Yes, but cryptocurrency algorithms can run on a GPU without a lot of data transfer, so miners could use PCI riser cables or a PCI splitter, and connect each GPU using just one PCI lane. That means they didn’t need a 40-lane CPU and a quad-x16 slot motherboard.

In bitcoin mining, GPUs were overtaken by ASICs. Won’t that happen in AI too?

Probably, at least Nervana and Groq are working on that. In the meantime, GPUs have versatility that make them useful for the foreseeable future.

ASICs have lower power requirements than GPUs, so wouldn’t a big power supply be unnecessary for multiple ASICs?

Maybe, but then you might just get more ASICs on each expansion card.

You mentioned FPGAs and ASICs, but what about quantum processors?

Oh yeah, those too I guess.

Why do you need 16 lanes per GPU? Games don’t show any difference between GPUs running on x8 vs x16.

It’s true that games show no significant difference, but that’s probably because they’re tuned to run well on GPUs at x8. Games don’t saturate a x16 PCIe 3.0 connection, but other apps like deep learning programs can.

How does a CPU with only 40 PCI lanes connect to 4 GPUs that each use 16 lanes?

Right, 4×16 = 64, which is more than 40. The motherboard has two PCIe switches which each can multiplex 16 lanes of signal from the CPU to 32 lanes for two slots. So the 4 slots use only 32 lanes from the CPU.

Apple used a similar kind of PCIe switch for the Thunderbolt 2 controllers in the 2013 Mac Pro.

Don’t those PCI switches introduce a lot of latency?

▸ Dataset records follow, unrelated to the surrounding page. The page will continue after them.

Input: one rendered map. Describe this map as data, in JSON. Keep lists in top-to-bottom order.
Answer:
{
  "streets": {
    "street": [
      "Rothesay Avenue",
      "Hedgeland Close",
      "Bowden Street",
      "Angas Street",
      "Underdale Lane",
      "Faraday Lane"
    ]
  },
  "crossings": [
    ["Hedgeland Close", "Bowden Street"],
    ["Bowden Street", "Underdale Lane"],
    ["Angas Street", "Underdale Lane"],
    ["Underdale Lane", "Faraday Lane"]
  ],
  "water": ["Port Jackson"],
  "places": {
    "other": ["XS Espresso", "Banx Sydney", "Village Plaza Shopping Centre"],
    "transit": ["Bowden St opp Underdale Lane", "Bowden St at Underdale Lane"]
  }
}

Some people say the latency is so bad that it’s better to just use 8 lanes, but that’s a myth. Apparently this idea spread due to game testing that showed slightly higher frame rates on x8 GPUs than on switched x16 GPUs. But games are not good for this kind of benchmark because they don’t exceed x8 bandwidth — you can get similar results on a unswitched x16 slot.

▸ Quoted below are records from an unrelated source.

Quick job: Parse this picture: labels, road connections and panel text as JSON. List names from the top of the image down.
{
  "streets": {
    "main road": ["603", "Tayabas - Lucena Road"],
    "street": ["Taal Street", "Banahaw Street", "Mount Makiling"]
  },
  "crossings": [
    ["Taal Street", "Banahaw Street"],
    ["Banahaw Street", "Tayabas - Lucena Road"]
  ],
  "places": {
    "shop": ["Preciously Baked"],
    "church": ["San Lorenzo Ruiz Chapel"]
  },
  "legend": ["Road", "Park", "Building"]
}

I haven’t seen any good tests, but an NVIDIA benchmark showed very little latency or loss in bandwidth across a PLX (Avago/Broadcom) switch.

Show us your rig. Pics or it didn’t happen.

Here it is next to the cheese grater:

An open case rig next to a Mac Pro 5,1 — Photo: Tom Park / CC BY-SA

What the… ugly. Why no case?

OK, so I have to vent a little about motherboard and case design. Cool desktop computer designs are totally thwarted by the way uATX, mITX, and ATX boards are standardized. This sector has so much room for innovation with non-standard motherboards and backplanes.

A lot of people are calling for Apple to just put the next Mac Pro in a big box case, but I think it’d be a shame if that’s exactly what Apple does. They went to extremes with the 2013 Mac Pro but reverting to a standard tower box isn’t so appealing either.

I wanted a smallish form factor but the motherboard is so big (extended ATX) that it would have to go in a fairly large case, and I didn’t like anything I saw. So I experimented with MakerBeam rails instead of imitating NVIDIA’s DevBox with a Carbide Air 540 case. It ended up being taller than I intended, but slim in other dimensions.

A single-fan liquid cooler has been completely adequate for the CPU. The GPU is connected with a x16 riser cable and can slide all the way over the CPU, since the CPU doesn’t have a huge heat sink on top of it. That means multiple GPUs can be spaced apart with wide air gaps.

It’s surprisingly quiet with two 140mm fans, even under sustained heavy load. What did make a huge amount of noise was a 5TB hard drive that was hammering away while feeding images to a convnet. After a couple annoying days of that, I switched to a SSD. It has no drive bays — there’s a M.2 drive and additional SSDs can be velcroed on a side rail.